Élu dans la 23e circonscription électorale sur la liste de son parti Union Progressiste le Renouveau (Up-r), Professeur Joseph Fifamè Djogbénou retrouve le chemin de l’hémicycle après son expérience parlementaire de la 7e mandature. Loin d’être un simple casier de coché pour le président du parti du baobab, ce retour à l’Assemblée nationale est symbolique pour l’homme qui a été sous la rupture le plus incompris de ses compatriotes Béninois au regard de son point de départ pour la politique. Ainsi, cette mandature du nouveau président de l’Assemblée nationale est certainement celle d’une seconde chance pour se rattraper par rapport à certaines lois, sources de chagrin pour bon nombre.

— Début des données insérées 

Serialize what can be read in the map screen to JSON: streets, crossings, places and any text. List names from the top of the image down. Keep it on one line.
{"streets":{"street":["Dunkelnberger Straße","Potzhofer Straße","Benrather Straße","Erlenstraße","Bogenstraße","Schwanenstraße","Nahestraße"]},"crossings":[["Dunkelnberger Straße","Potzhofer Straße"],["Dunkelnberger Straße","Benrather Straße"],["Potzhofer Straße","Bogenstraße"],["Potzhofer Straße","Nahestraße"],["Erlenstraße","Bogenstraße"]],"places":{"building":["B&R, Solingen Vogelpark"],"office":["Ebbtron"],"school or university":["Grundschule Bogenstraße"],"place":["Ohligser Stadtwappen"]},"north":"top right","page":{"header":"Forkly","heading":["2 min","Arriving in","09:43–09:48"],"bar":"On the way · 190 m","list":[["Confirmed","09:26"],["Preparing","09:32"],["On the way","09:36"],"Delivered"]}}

Avant l’avènement du pouvoir de la rupture, Me Joseph Djogbénou était l’un des hommes les plus considérés par les Béninois et surtout la jeunesse. Ses prises de parole publiques étaient des moments exceptionnels comme le témoigne la ferveur populaire qui avait entouré le mouvement «mercredi rouge» porté par son parti d’alors Alternative Citoyenne. Il était à l’époque l’une des figures emblématiques des Organisations de la Société Civile (Osc). A l’approche de l’élection présidentielle de 2016, l’enseignant de droit était perçu comme l’un des favoris avant de se désister en faveur de son client, l’opération économique Patrice Talon.
Ainsi, au moment où ce dernier accédait au pouvoir en 2016, Me Joseph Djogbénou siégeait au parlement et présidait la commission des lois. Il a été de ce fait un important artisan des réformes politiques mises en œuvre sous la rupture. Juste après le vote de certaines lois majeures des réformes, il est nommé au gouvernement au poste de ministre de la justice comme pour suivre de près leur promulgation. Par la suite, il est porté à la tête de la cour constitutionnelle pour la validation de certaines de ces lois malgré les nombreux recours formulés contre elles. Il va démissionner plus tard pour se consacrer aux affaires de son parti politique l’Union Progressiste le Renouveau.
Après ce parcours, le tout nouveau président de l’Assemblée nationale est mieux placé pour la capitalisation de ces réformes politiques. Ainsi, cette mandature qui vient de commencer pour lui, est une occasion pour se rattraper. Comme, il l’a si bien annoncé dans ses premiers mots après son élection à la tête de la 10e législature de l’Assemblée nationale, c’est le moment de travailler à soulager certainement les peines causées par ces réformes à une partie de la classe politique. C’est aussi une opportunité pour Joseph Djogbénou de redorer son image en travaillant à réduire la fracture sociale engendrée par certains aspects de ces réformes.
Par conséquent, la 10e législature de l’Assemblée nationale peut bien surprendre le peuple à travers la relecture de certaines lois jugées crisogènes voire le vote d’autres à caractère social.